Jonathan Spruce: That is right. In actual construction terms, the differences will not be that great. Modern manufacturing processes will speed that up. As we are doing more fabrication off site and understanding how that works, that will be where we go in the future.

The delay is often in the approval and the on-site start of projects. I have just come off a call where I have been talking about a rail project in Rotherham, South Yorkshire. With construction inflation running at between 10% and 15% per year at the moment, delivering that project a year earlier could save £5 million or £6 million on the overall cost of the project. The construction cannot be done much more quickly, but going through the approval process to get to the point when you start on site will take four years.

Again, that comes back down to one of the questions at the start about the National Infrastructure Commission. If you give the industry long-term certainty over the programme, the industry can respond to that and improve the preconstruction period.

If we take the rail industry, the integrated rail plan is a really good example of that. Whatever you think about the content of the rail plan, a £96 billion investment in the northern and Midlands rail network is a good news story. However, it has been over 12 months since that was announced, and there is still no detailed programme following that about how that £96 billion is going to be spent and implemented, which would allow the industry to respond, to build the skills up and to bring in efficiencies. The Enabling Better Infrastructure programme, the Project 13 principles and all these other things could help deliver this much more quickly and save money within that £96 billion, which could then be recycled somewhere else. For a year, it has been a £96 billion-plan as opposed to a programme.

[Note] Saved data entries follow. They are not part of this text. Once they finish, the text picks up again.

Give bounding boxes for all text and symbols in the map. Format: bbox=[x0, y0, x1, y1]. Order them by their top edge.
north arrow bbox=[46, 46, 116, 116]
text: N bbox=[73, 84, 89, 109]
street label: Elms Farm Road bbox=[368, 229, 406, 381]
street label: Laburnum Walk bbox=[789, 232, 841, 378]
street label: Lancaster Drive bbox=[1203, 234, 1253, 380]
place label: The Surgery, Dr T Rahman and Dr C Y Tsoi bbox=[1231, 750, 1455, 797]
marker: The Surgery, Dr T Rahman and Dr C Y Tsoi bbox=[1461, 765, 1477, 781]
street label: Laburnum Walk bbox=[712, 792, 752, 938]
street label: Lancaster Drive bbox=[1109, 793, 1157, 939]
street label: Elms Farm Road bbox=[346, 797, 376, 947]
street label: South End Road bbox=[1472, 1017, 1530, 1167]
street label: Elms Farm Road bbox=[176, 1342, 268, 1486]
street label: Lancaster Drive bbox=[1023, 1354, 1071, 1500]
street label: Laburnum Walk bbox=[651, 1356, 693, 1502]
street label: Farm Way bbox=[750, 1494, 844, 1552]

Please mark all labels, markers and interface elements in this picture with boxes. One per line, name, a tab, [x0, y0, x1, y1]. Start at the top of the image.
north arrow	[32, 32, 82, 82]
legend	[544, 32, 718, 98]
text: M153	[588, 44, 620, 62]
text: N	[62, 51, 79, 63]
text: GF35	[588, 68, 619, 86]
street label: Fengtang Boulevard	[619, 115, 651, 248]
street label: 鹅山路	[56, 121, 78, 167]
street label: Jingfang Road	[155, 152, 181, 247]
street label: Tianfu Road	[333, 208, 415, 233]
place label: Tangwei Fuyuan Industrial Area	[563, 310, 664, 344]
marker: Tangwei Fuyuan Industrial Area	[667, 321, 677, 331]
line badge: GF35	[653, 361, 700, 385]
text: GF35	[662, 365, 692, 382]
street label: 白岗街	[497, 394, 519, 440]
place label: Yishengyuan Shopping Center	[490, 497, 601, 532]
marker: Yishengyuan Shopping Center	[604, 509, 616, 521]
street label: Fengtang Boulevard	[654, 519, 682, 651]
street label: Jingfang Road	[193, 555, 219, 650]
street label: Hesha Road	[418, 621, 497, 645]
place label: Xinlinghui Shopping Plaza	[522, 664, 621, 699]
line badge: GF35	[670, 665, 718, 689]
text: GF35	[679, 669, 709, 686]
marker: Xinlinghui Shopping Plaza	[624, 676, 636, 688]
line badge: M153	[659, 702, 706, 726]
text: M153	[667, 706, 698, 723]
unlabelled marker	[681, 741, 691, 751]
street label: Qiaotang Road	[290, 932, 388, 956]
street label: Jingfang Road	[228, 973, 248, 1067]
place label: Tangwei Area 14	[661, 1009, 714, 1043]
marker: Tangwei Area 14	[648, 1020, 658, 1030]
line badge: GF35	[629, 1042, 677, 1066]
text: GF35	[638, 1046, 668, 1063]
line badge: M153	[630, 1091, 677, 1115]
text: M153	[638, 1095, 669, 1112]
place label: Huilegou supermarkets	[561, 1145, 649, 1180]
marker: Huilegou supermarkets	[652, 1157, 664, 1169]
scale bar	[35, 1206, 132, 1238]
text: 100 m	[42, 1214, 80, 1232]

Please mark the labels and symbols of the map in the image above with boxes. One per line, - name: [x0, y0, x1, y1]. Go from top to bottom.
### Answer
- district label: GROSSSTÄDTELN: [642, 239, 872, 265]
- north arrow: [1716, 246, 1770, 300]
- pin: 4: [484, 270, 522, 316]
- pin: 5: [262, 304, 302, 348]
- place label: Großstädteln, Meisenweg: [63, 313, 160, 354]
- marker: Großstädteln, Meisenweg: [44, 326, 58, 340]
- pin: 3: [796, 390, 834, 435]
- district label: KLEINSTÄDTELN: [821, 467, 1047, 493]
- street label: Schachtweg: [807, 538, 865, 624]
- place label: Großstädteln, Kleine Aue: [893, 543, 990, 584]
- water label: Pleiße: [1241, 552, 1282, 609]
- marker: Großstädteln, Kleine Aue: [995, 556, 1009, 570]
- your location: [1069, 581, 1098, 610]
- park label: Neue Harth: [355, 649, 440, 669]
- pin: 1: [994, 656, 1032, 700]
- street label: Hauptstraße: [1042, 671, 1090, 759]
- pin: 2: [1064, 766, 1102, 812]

Collectively, we all need to get better at that front end. That is part of programming, project appraisal and getting to construction. As an industry, we are very good at looking at efficiencies, and we have a number of programmes in train to make them happen. It is that front end where we can do some work to help speed things up.

The Chair: You have identified some of the things we are not doing well in the preconstruction phase. Does the ICE have a view on how the decision-making process should be changed in practical terms to make it better?

Jonathan Spruce: When it comes to creating the benefits of pipeline certainty and programmes, the ICE definitely thinks there is an increasing role for an overarching national infrastructure strategy and something like a national transport strategy as well. The subnational bodies that have been established and the directly elected mayors then play a real role in bringing this together locally and pushing this forward.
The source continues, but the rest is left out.